House arrest should have
sufficed for Op Lallang
detainees, says ex-MP
Social activist Kua Kia Soong recounts his experience being detained without trial when 119 people were rounded up in the Operation Lallang of 1987.
Human rights and social activist Kua Kia Soong, who later became MP for Petaling Jaya while with the DAP, said the government should do away with the power of detention without trial, which still exists in three security laws.
In a statement to mark the 37th anniversary of the operation tomorrow, Kua reiterated his calls for an apology from Dr Mahathir Mohamad.
He said it was Mahathir who as home minister at the time signed the detention orders on 119 civil society activists, intellectuals and opposition politicians rounded up in a massive police swoop under the now-repealed ISA.
He also urged the government to ratify the United Nations Convention against Torture, investigate all allegations of torture and bring perpetrators to book, and set up the Independent Police Complaints and Misconduct Commission.

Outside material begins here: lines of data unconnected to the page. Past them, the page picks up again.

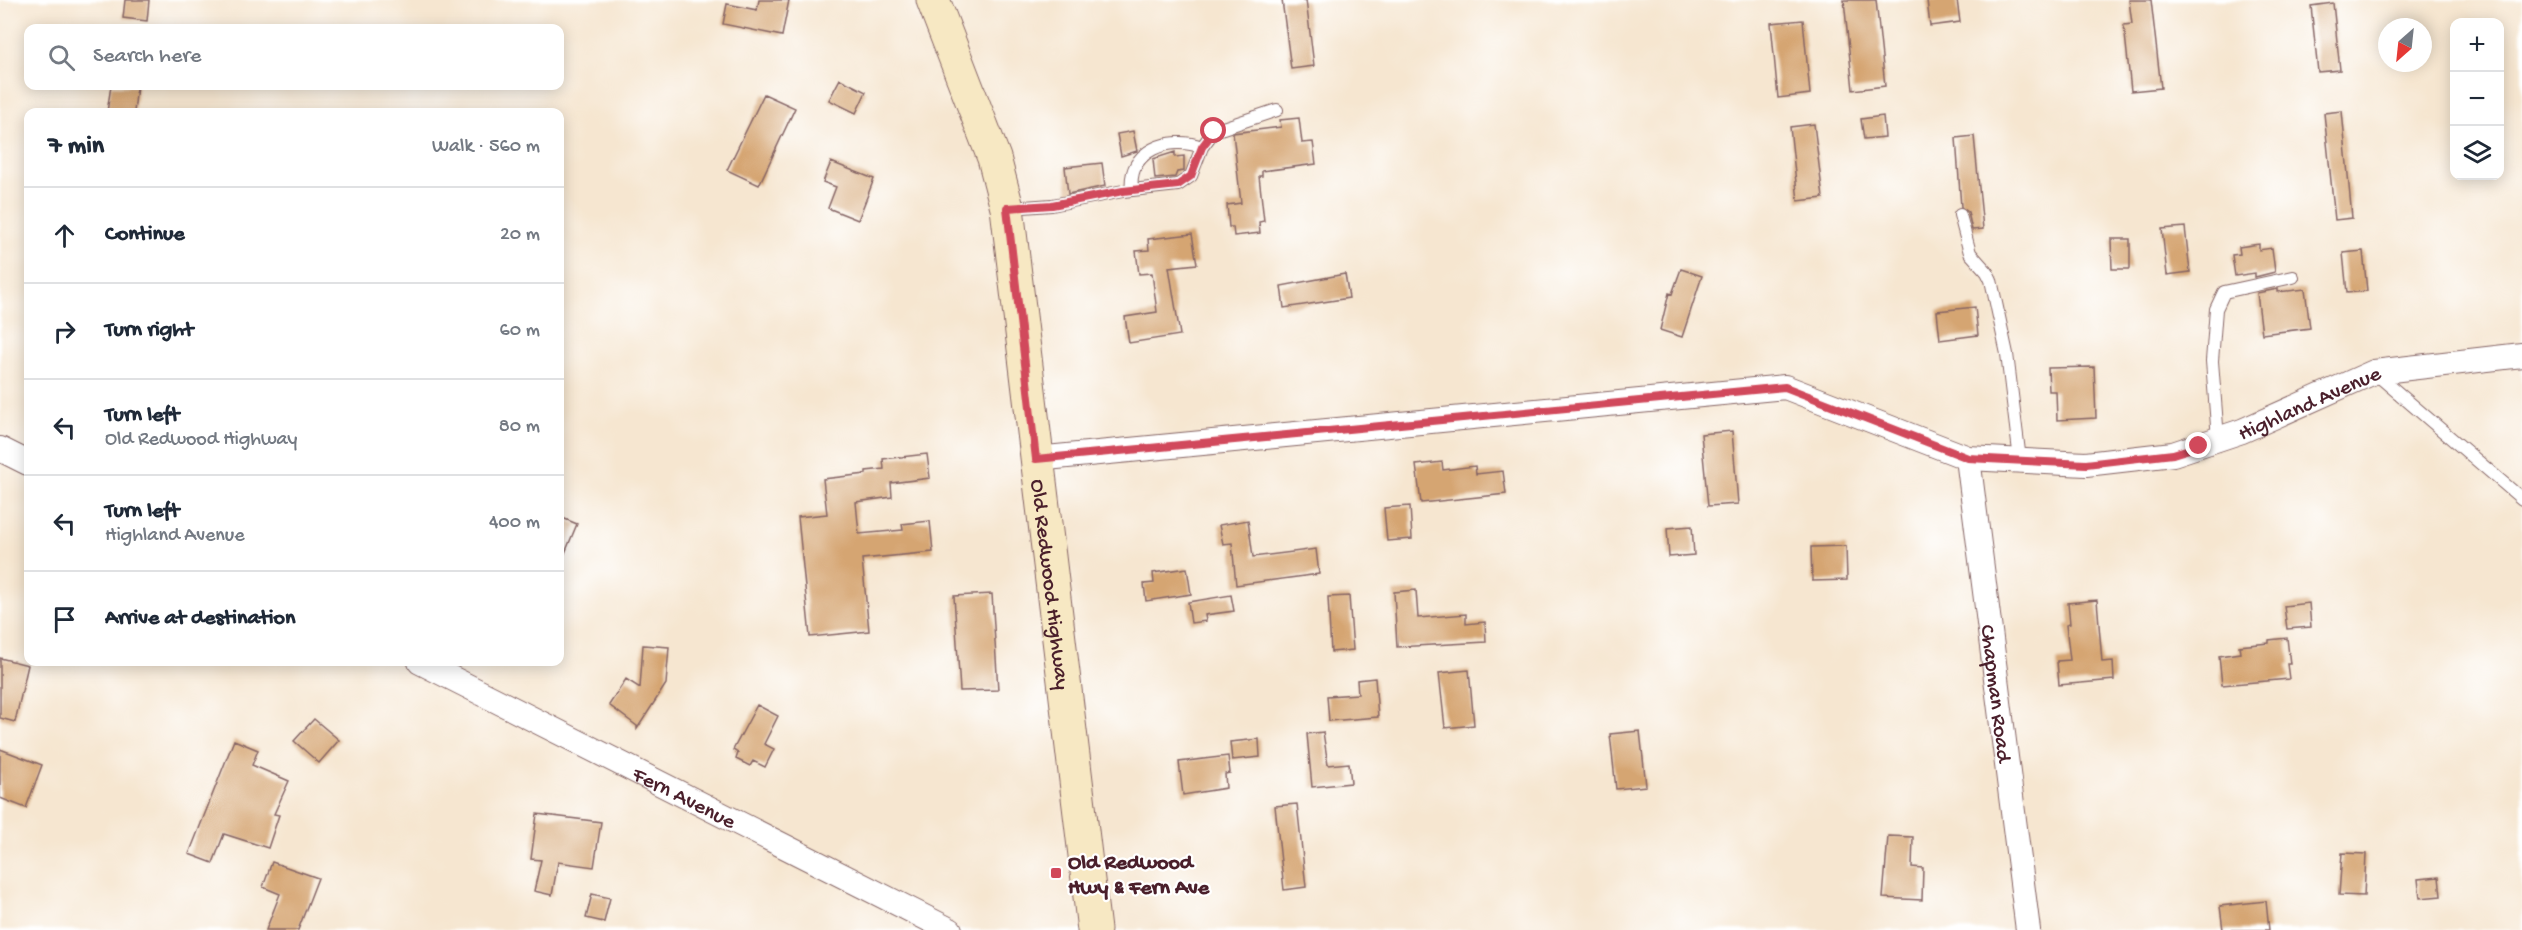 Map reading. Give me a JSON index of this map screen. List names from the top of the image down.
{
  "streets": {
    "main road": ["Old Redwood Highway"],
    "street": ["Highland Avenue", "Chapman Road", "Fern Avenue"]
  },
  "crossings": [
    ["Highland Avenue", "Old Redwood Highway"],
    ["Highland Avenue", "Chapman Road"]
  ],
  "places": {
    "transit": ["Old Redwood Hwy & Fern Ave"]
  },
  "north": "bottom left",
  "page": {
    "map_buttons": ["+", "−"],
    "search": "Search here",
    "heading": ["7 min", "Walk · 560 m"],
    "list": [
      ["Continue", "20 m"],
      ["Turn right", "60 m"],
      ["Turn left", "Old Redwood Highway", "80 m"],
      ["Turn left", "Highland Avenue", "400 m"],
      "Arrive at destination"
    ]
  }
} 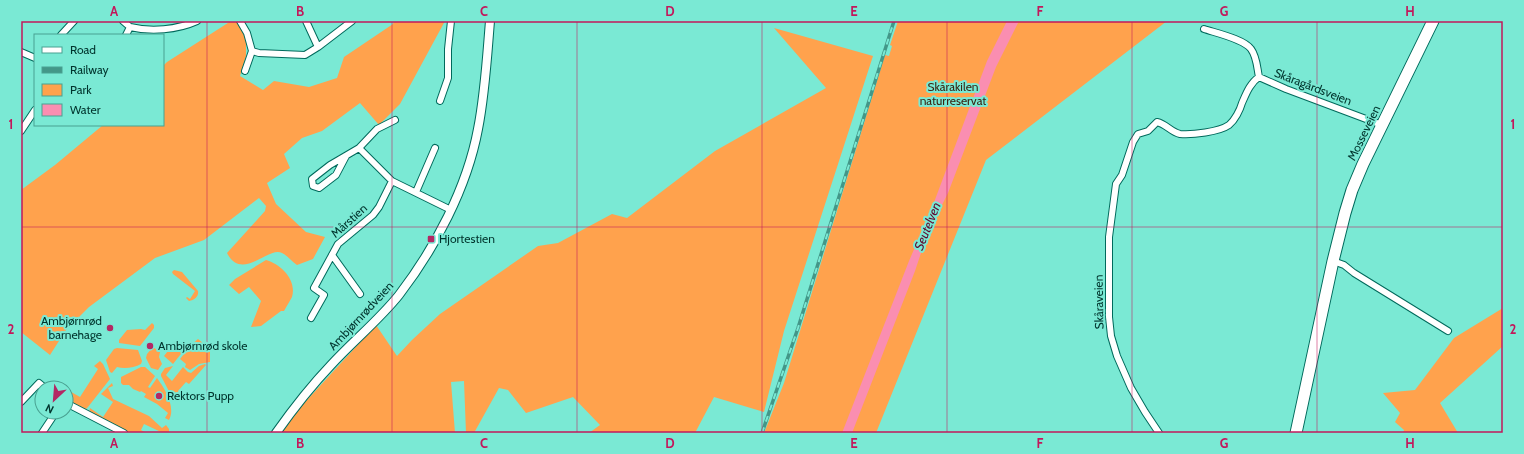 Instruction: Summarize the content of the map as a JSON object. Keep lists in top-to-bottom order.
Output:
{
  "streets": {
    "highway": ["Mosseveien"],
    "street": [
      "Skåragårdsveien",
      "Mårstien",
      "Skåraveien",
      "Ambjørnrødveien"
    ]
  },
  "crossings": [
    ["Skåragårdsveien", "Mosseveien"],
    ["Skåragårdsveien", "Skåraveien"]
  ],
  "water": ["Seutelven"],
  "parks": ["Skårakilen naturreservat"],
  "places": {
    "transit": ["Hjortestien"],
    "other": ["Ambjørnrød barnehage", "Ambjørnrød skole", "Rektors Pupp"]
  },
  "legend": [
    "Road",
    "Railway",
    "Park",
    "Water"
  ],
  "north": "bottom left",
  "grid": {
    "columns": [
      "A",
      "B",
      "C",
      "D",
      "E",
      "F",
      "G",
      "H"
    ],
    "rows": ["1", "2"]
  }
} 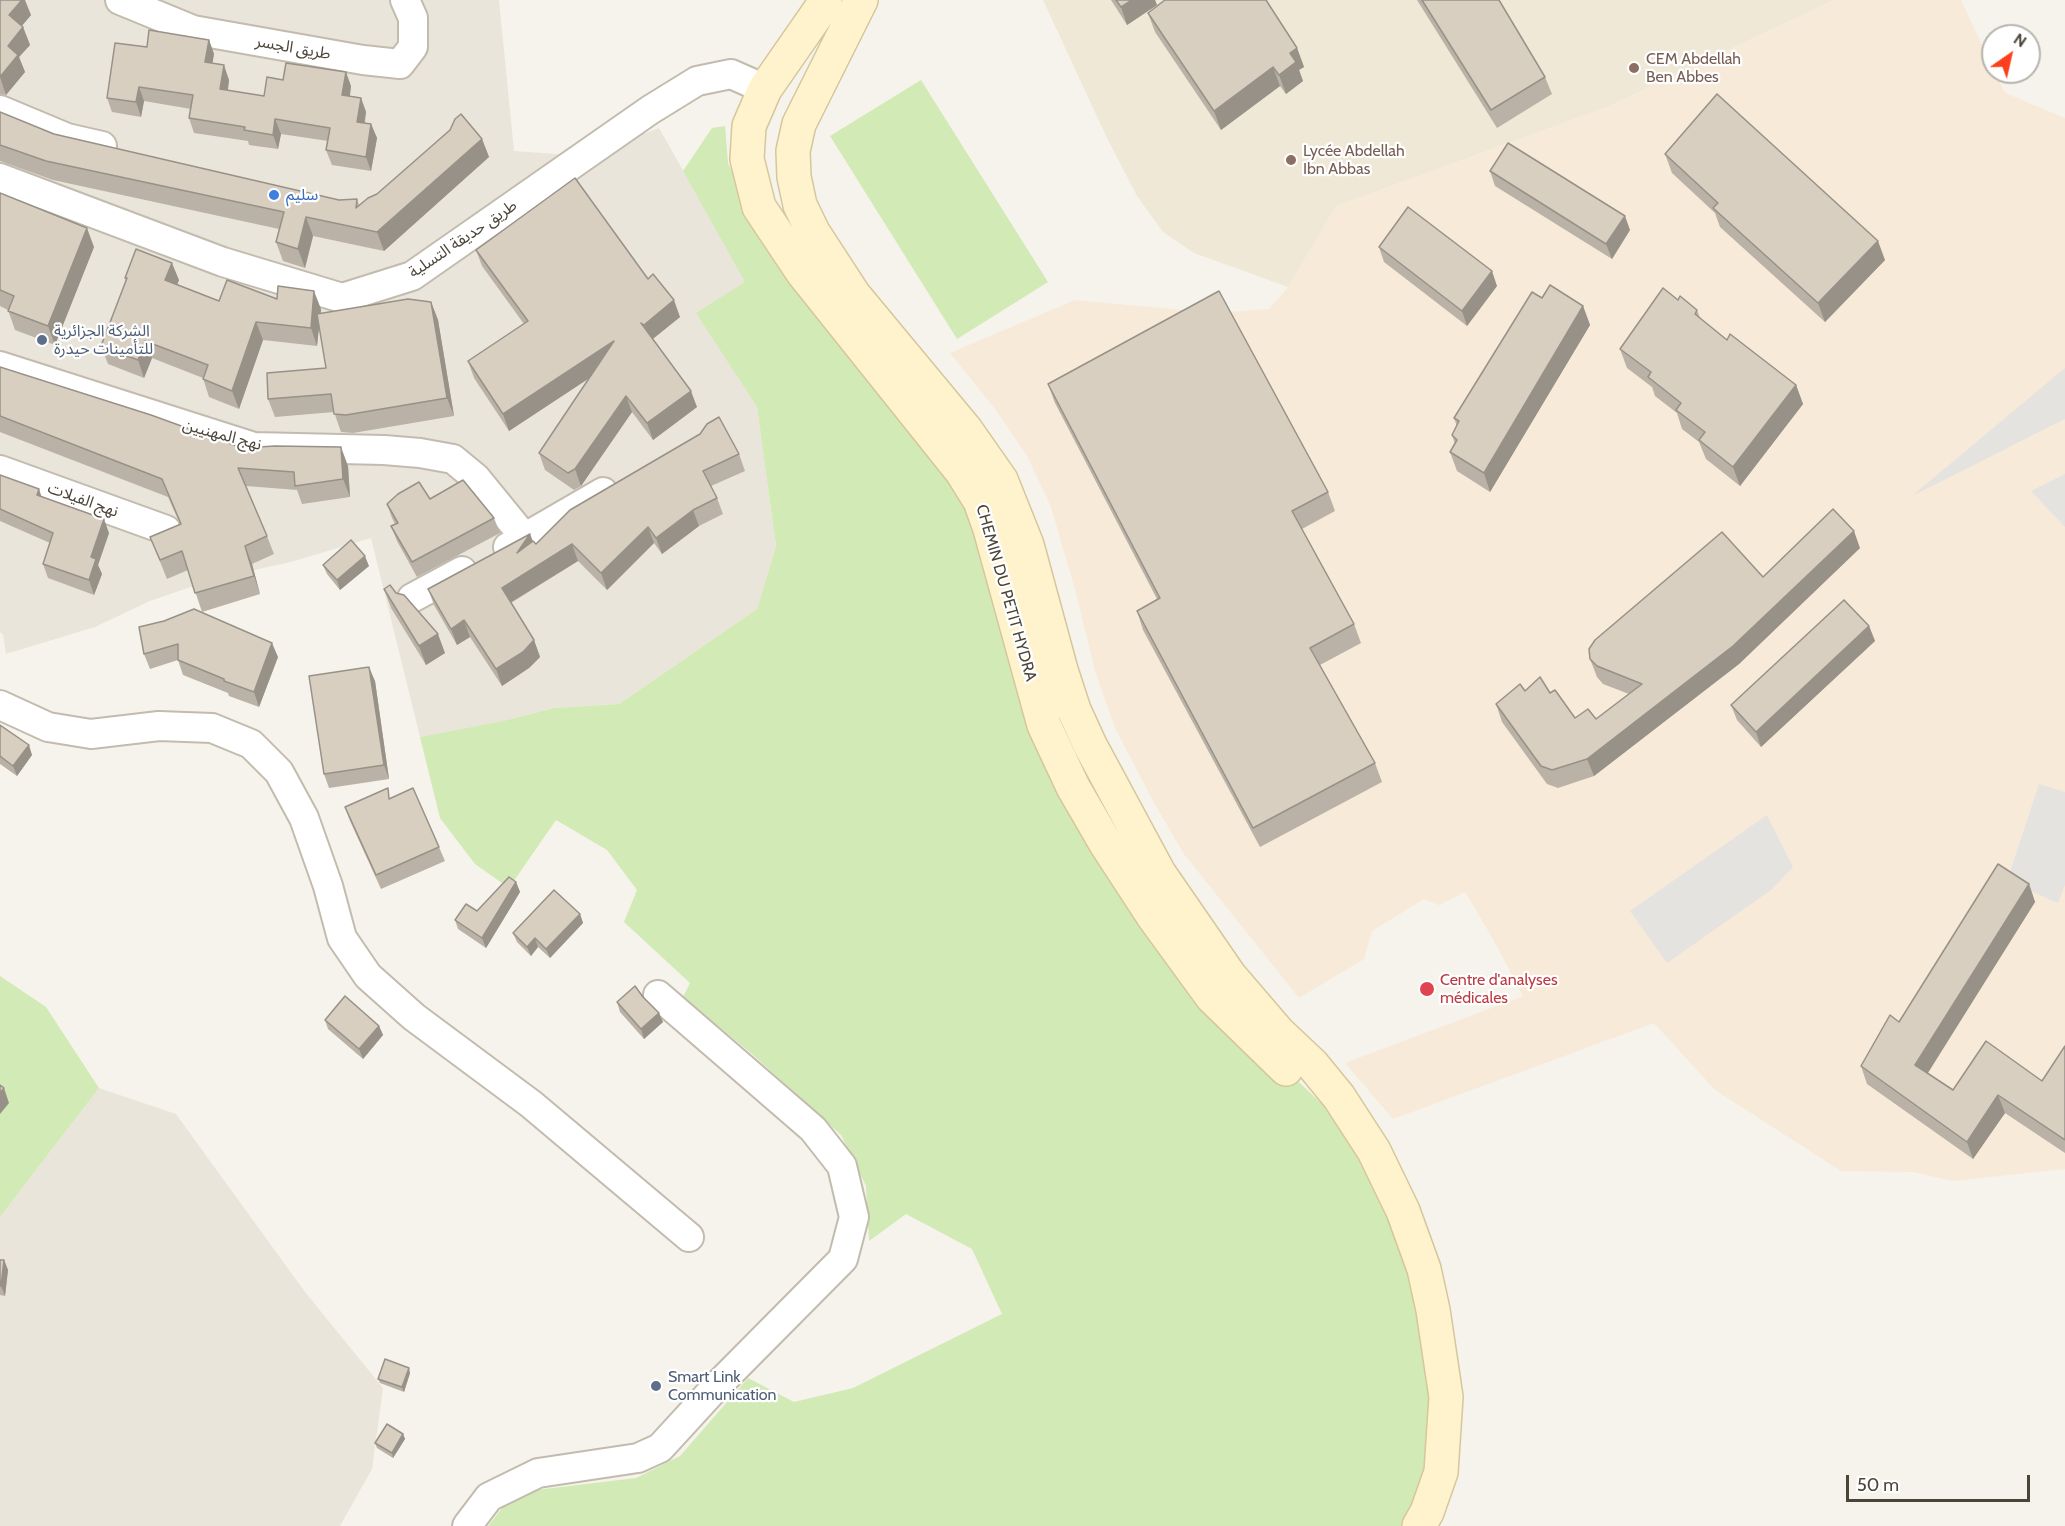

Kua was among the 119 detained in the operation (known in Malay as Ops Lalang), together with politicians Karpal Singh, Lim Kit Siang, Lim Guan Eng, Mahfuz Omar, Mohamad Sabu, Khalid Samad and Tajuddin Abdul Rahman, social activists Chandra Muzaffar and Meenakshi Raman, and unionist V David.
Kua recounted his experience of being held in solitary confinement for 60 days in a tiny cell and denied access to books and writing material.
“Our deprivation was so extreme in solitary confinement, that we could only count the days by carving them on the wall of our cell with a toothpaste tube,” he said.
“If we had at least been held under house arrest, we would have had access to our families; during the first 60 days they were only allowed to visit us at the discretion of the Special Branch,” he said.
House arrest is to be introduced in a new law proposed by the government as an alternative punishment for certain offences. Yesterday, home minister Saifuddin Nasution Ismail said the law was aimed at giving first-time offenders a second chance.
Kua said that after the 60 days of detention, 46 of the detainees were sent to the Kamunting detention camp on a two-year detention order.
“I was held for 445 days and deprived of my freedom as a human being, as a citizen, as a father to my young children and my rightful place at home with my wife and family,” he added.
Kua called for the abolition of the power of detention without trial in the Security Offences (Special Measures) Act 2012, the Prevention of Crime Act 1959, and the Prevention of Terrorism Act 2015.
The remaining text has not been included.